#### [WHAT THE TASK REQUIRES]
Repeat the entries that follow verbatim, without any of their pictures.

#### [PROVIDED MATERIAL]
◇ ◇ ◇ ◇ ◇ ◇ ◇
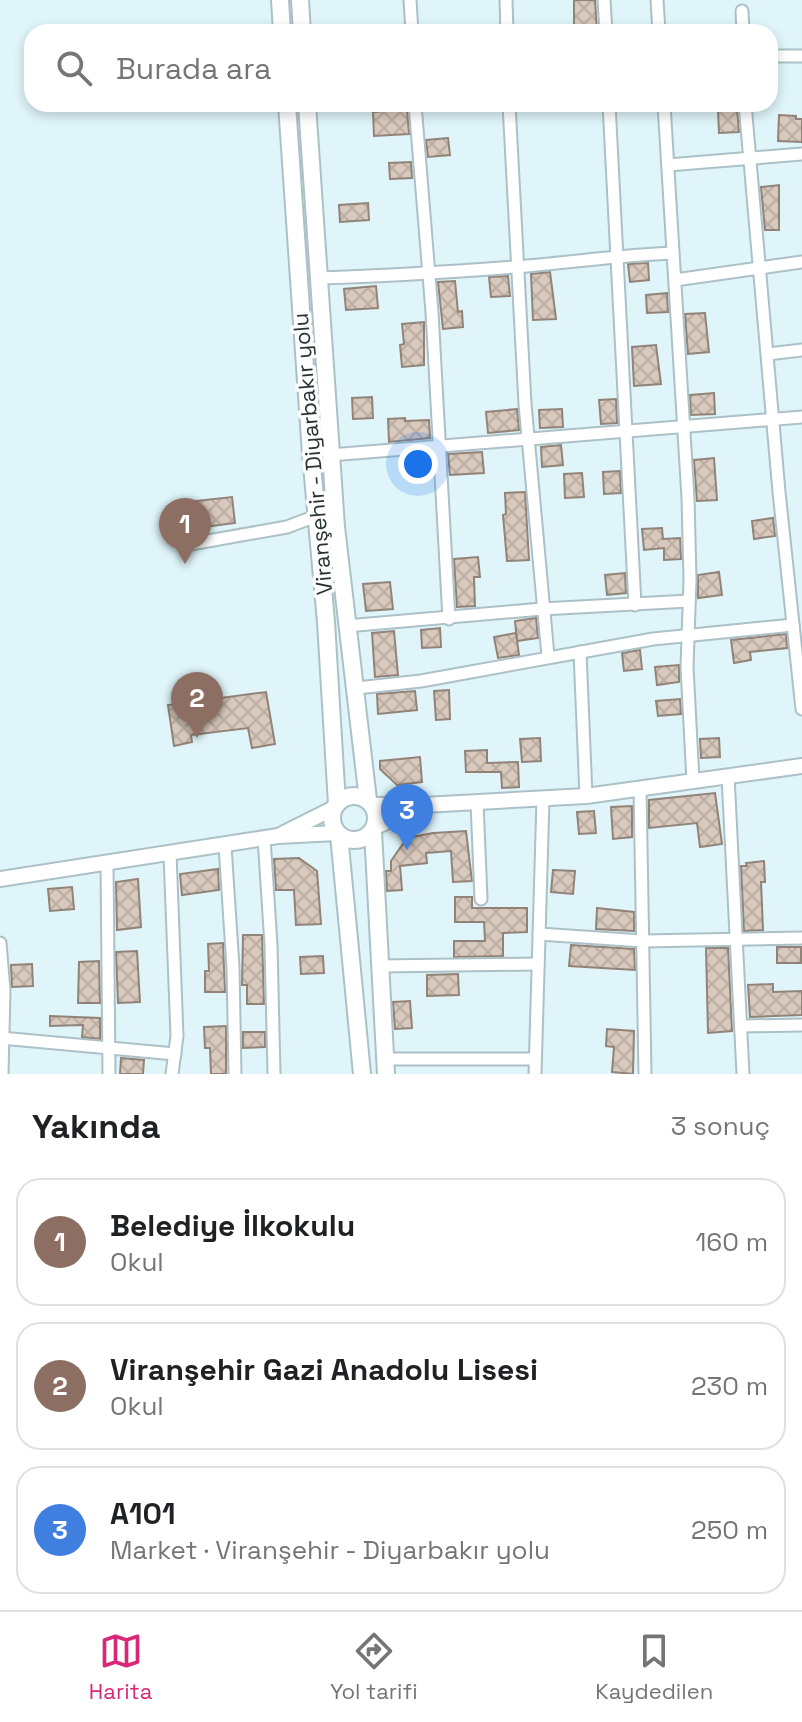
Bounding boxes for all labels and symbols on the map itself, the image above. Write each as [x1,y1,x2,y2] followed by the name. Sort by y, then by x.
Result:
[286,312,338,596] street label: Viranşehir - Diyarbakır yolu
[398,444,438,484] your location
[159,498,211,564] pin: 1
[171,672,223,738] pin: 2
[381,784,433,850] pin: 3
◇ ◇ ◇ ◇ ◇ ◇ ◇
#### [ANSWER FOR THE TASK]
Bounding boxes for all labels and symbols on the map itself, the image above. Write each as [x1,y1,x2,y2] followed by the name. Sort by y, then by x.
Result:
[286,312,338,596] street label: Viranşehir - Diyarbakır yolu
[398,444,438,484] your location
[159,498,211,564] pin: 1
[171,672,223,738] pin: 2
[381,784,433,850] pin: 3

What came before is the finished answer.